(Beginning of DATA FOR ANALYSIS)

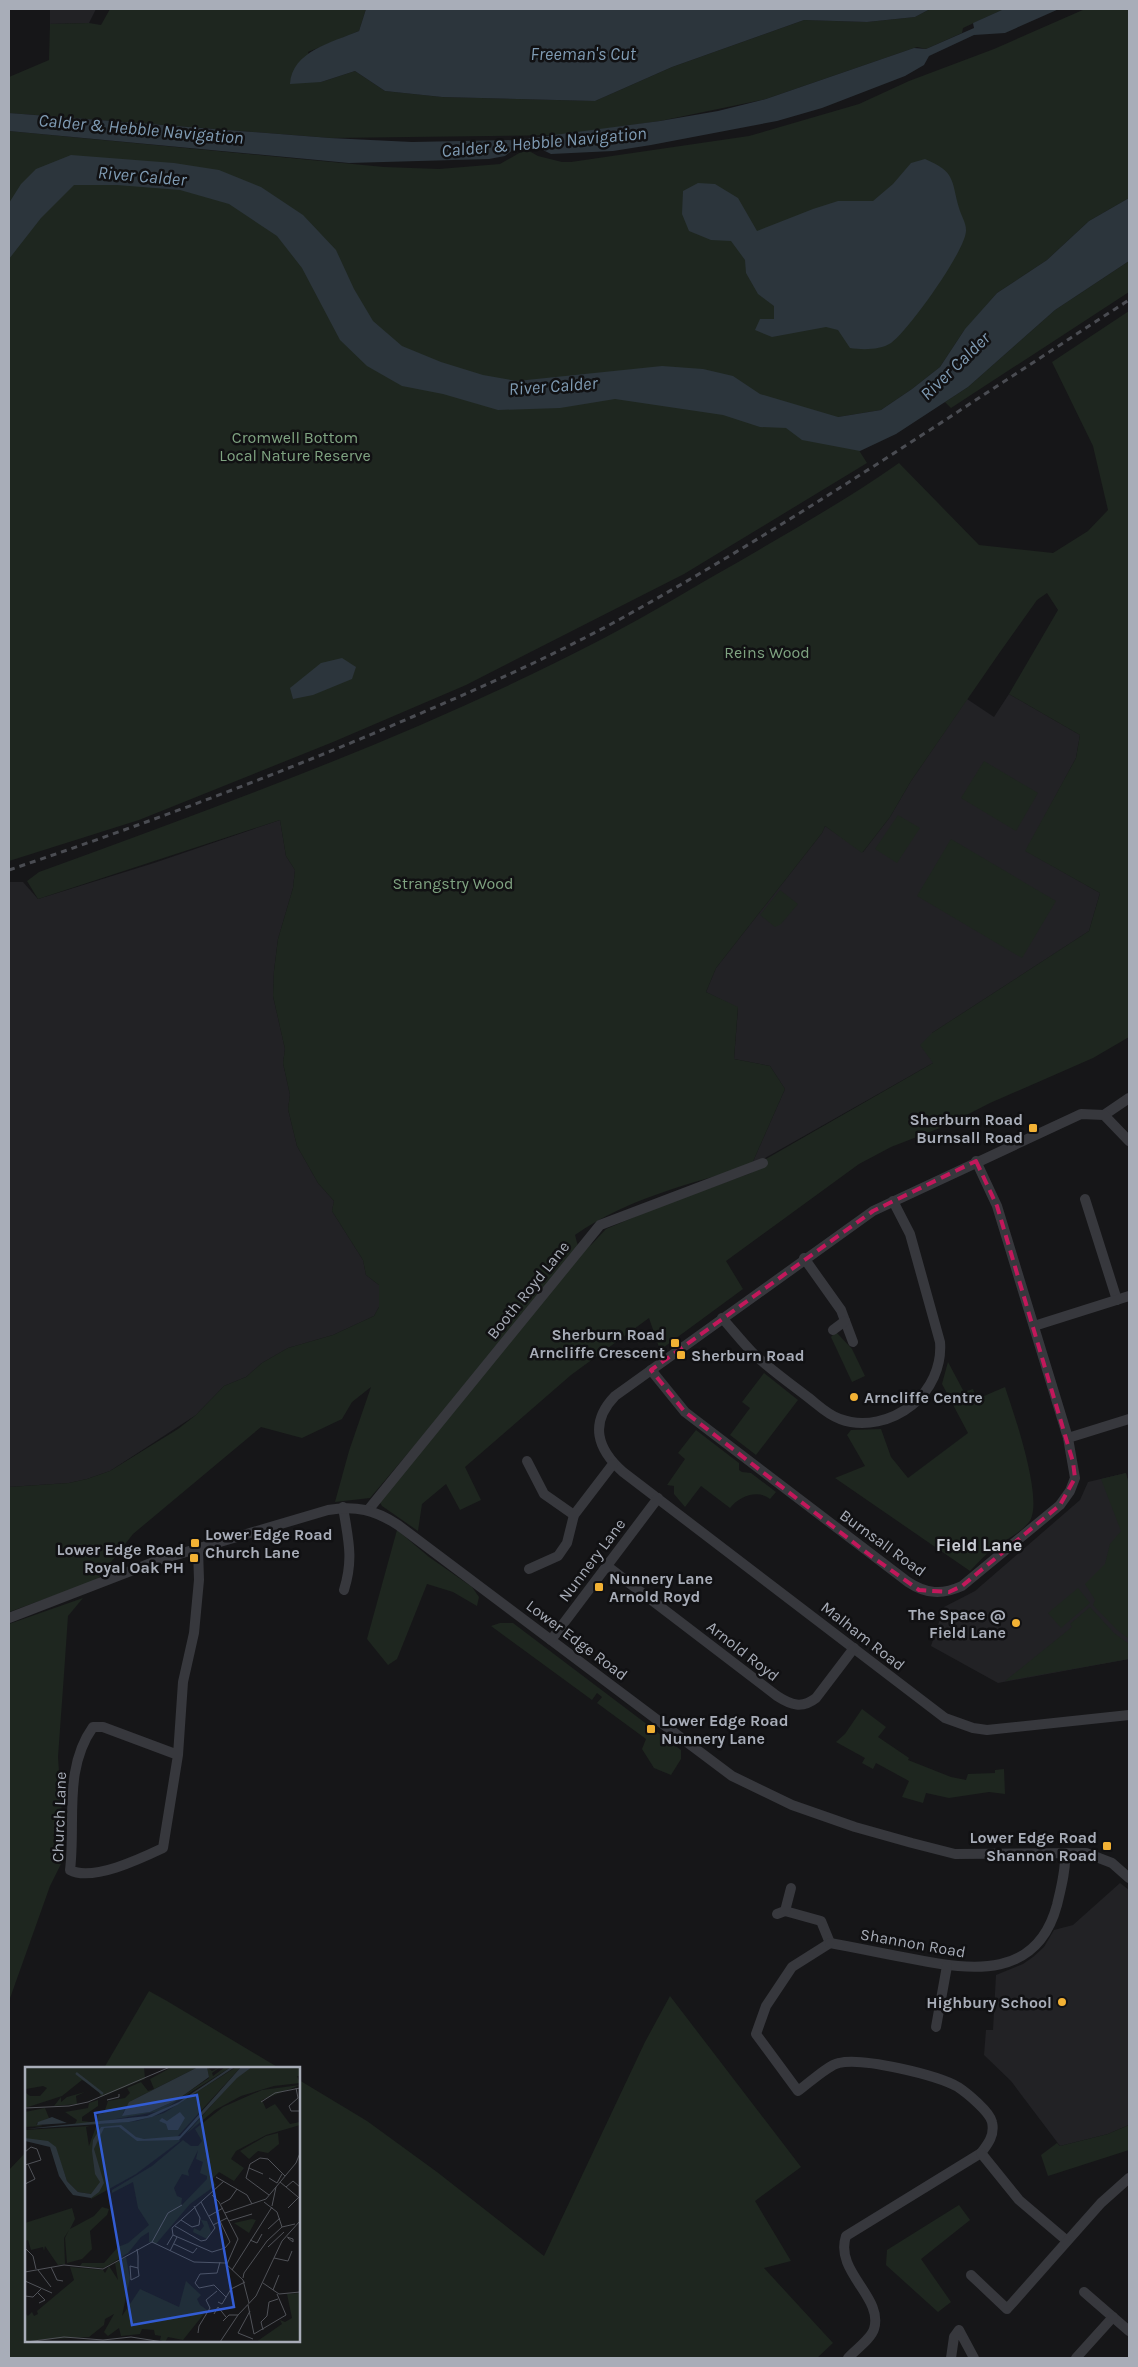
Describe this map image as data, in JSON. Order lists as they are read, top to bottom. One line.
{"streets":{"street":["Booth Royd Lane","Burnsall Road","Nunnery Lane","Malham Road","Lower Edge Road","Arnold Royd","Church Lane","Shannon Road"]},"crossings":[["Booth Royd Lane","Lower Edge Road"],["Nunnery Lane","Malham Road"],["Nunnery Lane","Lower Edge Road"],["Nunnery Lane","Arnold Royd"],["Malham Road","Arnold Royd"],["Lower Edge Road","Church Lane"],["Lower Edge Road","Shannon Road"]],"districts":["Field Lane"],"water":["Freeman's Cut","Calder & Hebble Navigation","River Calder"],"parks":["Cromwell Bottom Local Nature Reserve","Reins Wood","Strangstry Wood"],"places":{"transit":["Sherburn Road Burnsall Road","Sherburn Road Arncliffe Crescent","Sherburn Road","Lower Edge Road Church Lane","Lower Edge Road Royal Oak PH","Nunnery Lane Arnold Royd","Lower Edge Road Nunnery Lane","Lower Edge Road Shannon Road"],"other":["Arncliffe Centre","The Space @ Field Lane","Highbury School"]}}
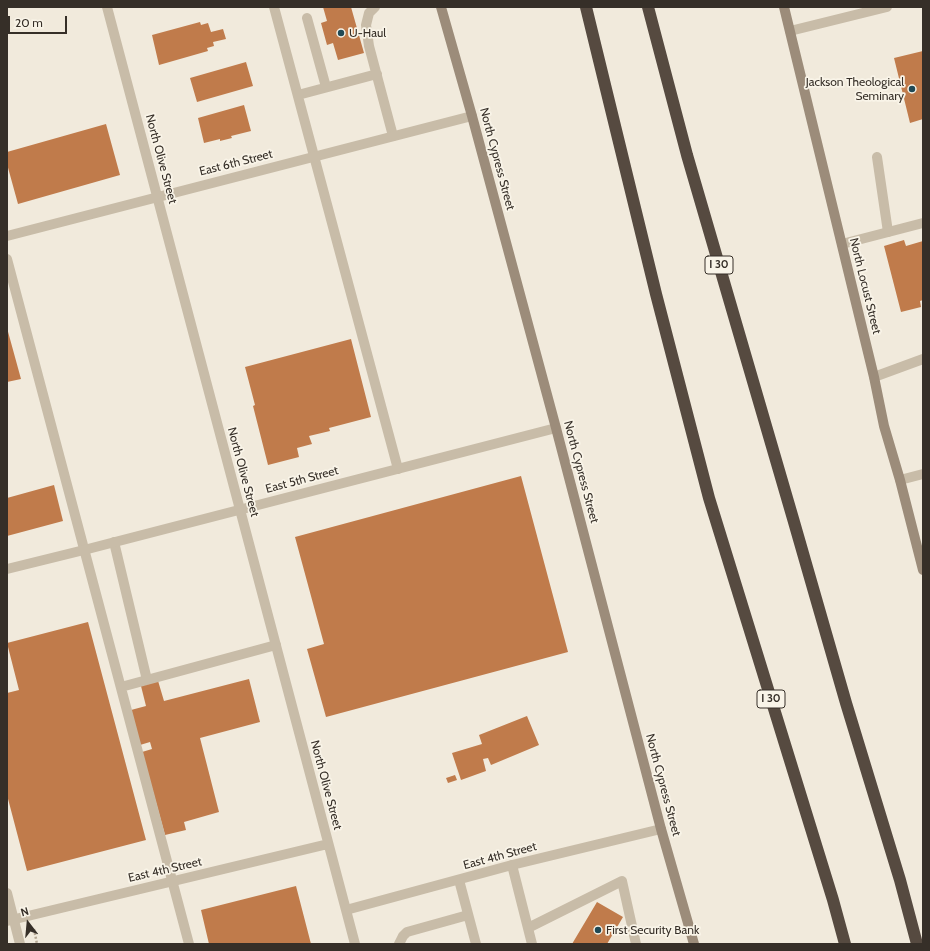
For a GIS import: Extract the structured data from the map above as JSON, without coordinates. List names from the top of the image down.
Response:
{
  "streets": {
    "highway": ["I 30"],
    "main road": ["North Cypress Street", "North Locust Street"],
    "street": [
      "North Olive Street",
      "East 6th Street",
      "East 5th Street",
      "East 4th Street"
    ]
  },
  "crossings": [
    ["North Olive Street", "East 6th Street"],
    ["North Olive Street", "East 5th Street"],
    ["North Olive Street", "East 4th Street"],
    ["North Cypress Street", "East 6th Street"],
    ["North Cypress Street", "East 5th Street"],
    ["North Cypress Street", "East 4th Street"]
  ],
  "places": ["U-Haul", "Jackson Theological Seminary", "First Security Bank"],
  "scale_bar": "20 m",
  "north": "top"
}
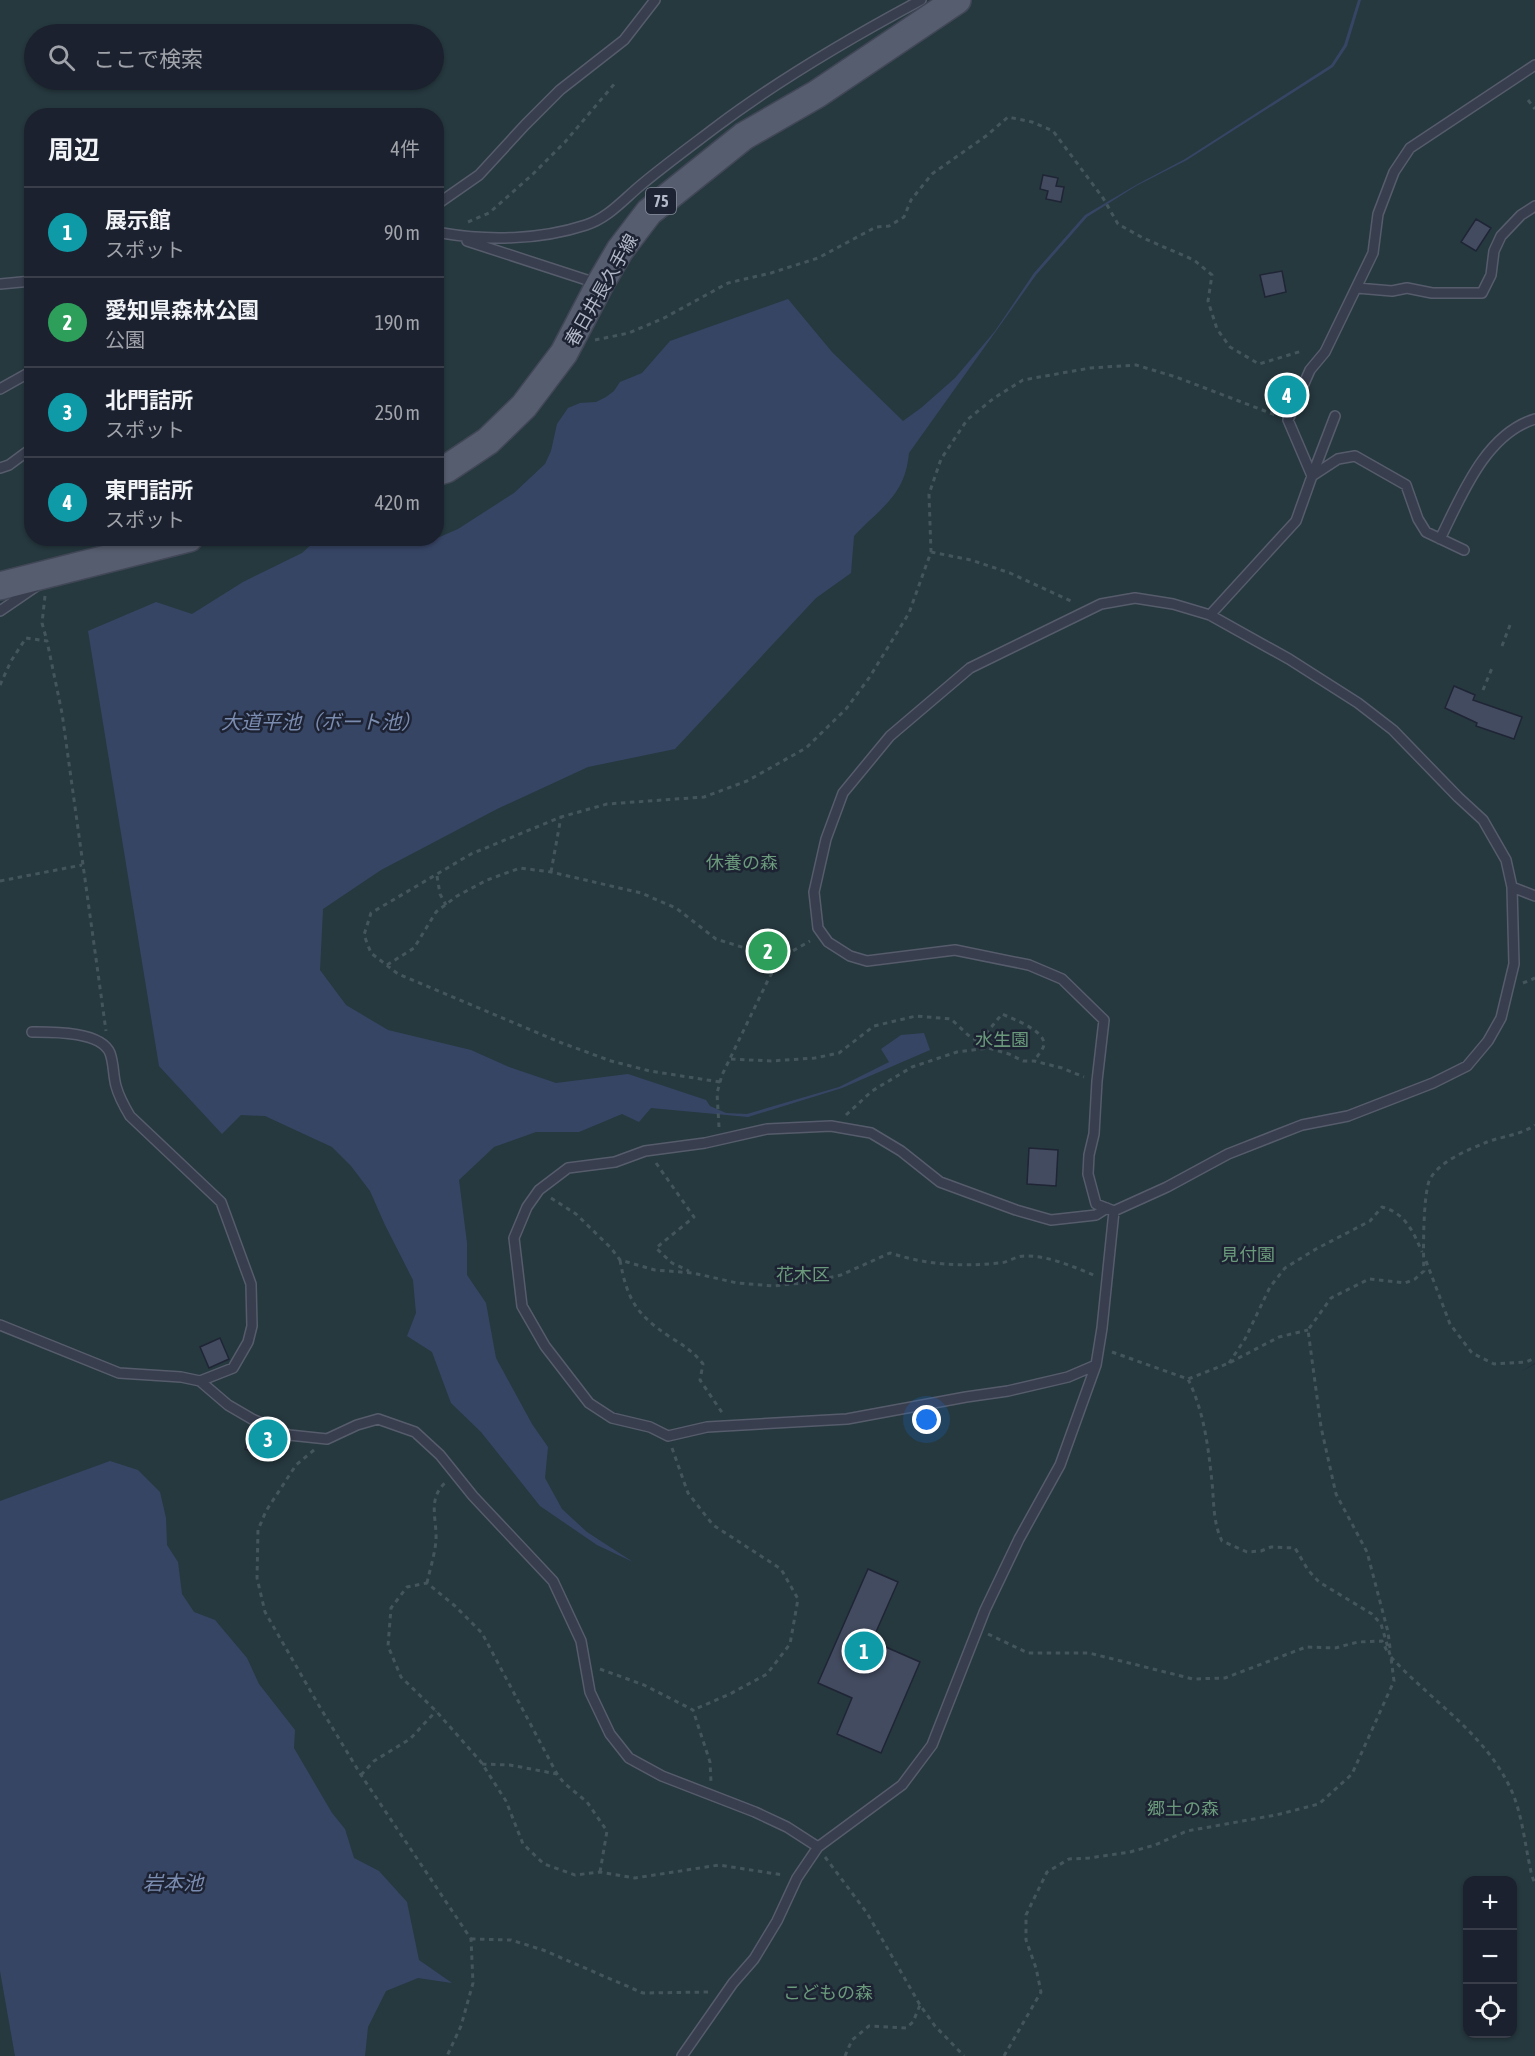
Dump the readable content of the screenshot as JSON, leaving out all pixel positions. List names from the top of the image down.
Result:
{
  "streets": {
    "main road": ["75", "春日井長久手線"]
  },
  "water": ["大道平池（ボート池）", "岩本池"],
  "parks": [
    "休養の森",
    "水生園",
    "見付園",
    "花木区",
    "郷土の森",
    "こどもの森"
  ],
  "page": {
    "search": "ここで検索",
    "heading": ["周辺", "4件"],
    "list": [
      {
        "mark": "1",
        "name": "展示館",
        "note": "スポット",
        "value": "90 m"
      },
      {
        "mark": "2",
        "name": "愛知県森林公園",
        "note": "公園",
        "value": "190 m"
      },
      {
        "mark": "3",
        "name": "北門詰所",
        "note": "スポット",
        "value": "250 m"
      },
      {
        "mark": "4",
        "name": "東門詰所",
        "note": "スポット",
        "value": "420 m"
      }
    ],
    "pins": [
      "4",
      "2",
      "3",
      "1"
    ],
    "map_buttons": ["+", "−"]
  }
}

(End of DATA FOR ANALYSIS)

**TRY IT**
Every line above with the word "Olive" is to be copied out.

**THE ANSWER**
      "North Olive Street",
    ["North Olive Street", "East 6th Street"],
    ["North Olive Street", "East 5th Street"],
    ["North Olive Street", "East 4th Street"],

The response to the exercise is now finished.